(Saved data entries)
++++

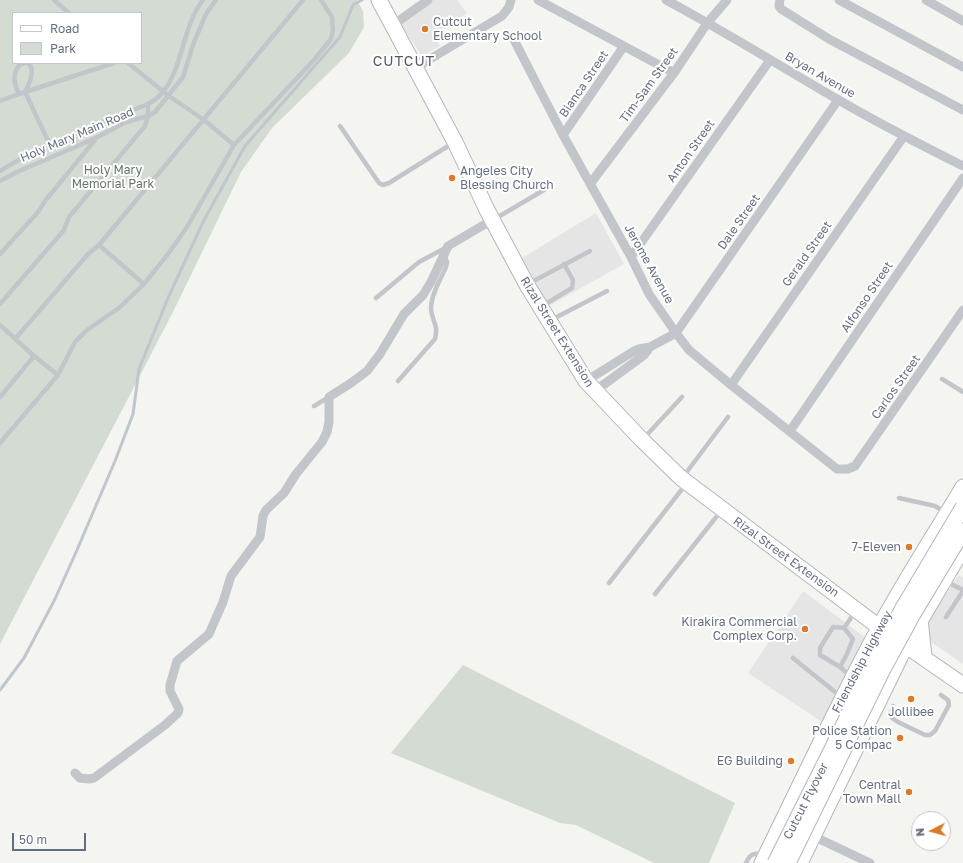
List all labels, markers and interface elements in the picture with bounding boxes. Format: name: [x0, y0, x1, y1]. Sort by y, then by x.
legend: [12, 12, 142, 64]
place label: Cutcut Elementary School: [433, 15, 542, 43]
text: Road: [50, 21, 79, 36]
marker: Cutcut Elementary School: [420, 24, 430, 34]
text: Park: [50, 41, 76, 56]
street label: Tim-Sam Street: [617, 45, 681, 125]
street label: Bianca Street: [556, 48, 612, 120]
street label: Bryan Avenue: [782, 49, 858, 101]
district label: CUTCUT: [373, 54, 435, 70]
street label: Holy Mary Main Road: [18, 105, 136, 165]
street label: Anton Street: [664, 117, 718, 185]
park label: Holy Mary Memorial Park: [72, 163, 154, 191]
place label: Angeles City Blessing Church: [460, 164, 554, 192]
marker: Angeles City Blessing Church: [447, 173, 457, 183]
street label: Dale Street: [715, 192, 763, 252]
street label: Gerald Street: [779, 219, 835, 289]
street label: Jerome Avenue: [621, 222, 677, 306]
street label: Alfonso Street: [838, 259, 896, 335]
street label: Rizal Street Extension: [517, 274, 597, 390]
street label: Carlos Street: [868, 352, 924, 422]
street label: Rizal Street Extension: [730, 514, 842, 600]
place label: 7-Eleven: [852, 540, 901, 554]
marker: 7-Eleven: [904, 542, 914, 552]
street label: Friendship Highway: [829, 608, 895, 716]
place label: Kirakira Commercial Complex Corp.: [681, 615, 797, 643]
marker: Kirakira Commercial Complex Corp.: [800, 624, 810, 634]
marker: Jollibee: [906, 694, 916, 704]
place label: Jollibee: [888, 705, 934, 719]
place label: Police Station 5 Compac: [812, 724, 892, 752]
marker: Police Station 5 Compac: [895, 733, 905, 743]
place label: EG Building: [717, 754, 783, 768]
marker: EG Building: [786, 756, 796, 766]
street label: Cutcut Flyover: [780, 760, 832, 842]
place label: Central Town Mall: [843, 778, 901, 806]
marker: Central Town Mall: [904, 787, 914, 797]
north arrow: [911, 811, 951, 851]
scale bar: [14, 825, 88, 851]
text: N: [913, 827, 926, 837]
text: 50 m: [19, 832, 47, 847]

++++

Where a line of the data includes the string "Angeles", list that line.

FINISHED TASK -
place label: Angeles City Blessing Church: [460, 164, 554, 192]
marker: Angeles City Blessing Church: [447, 173, 457, 183]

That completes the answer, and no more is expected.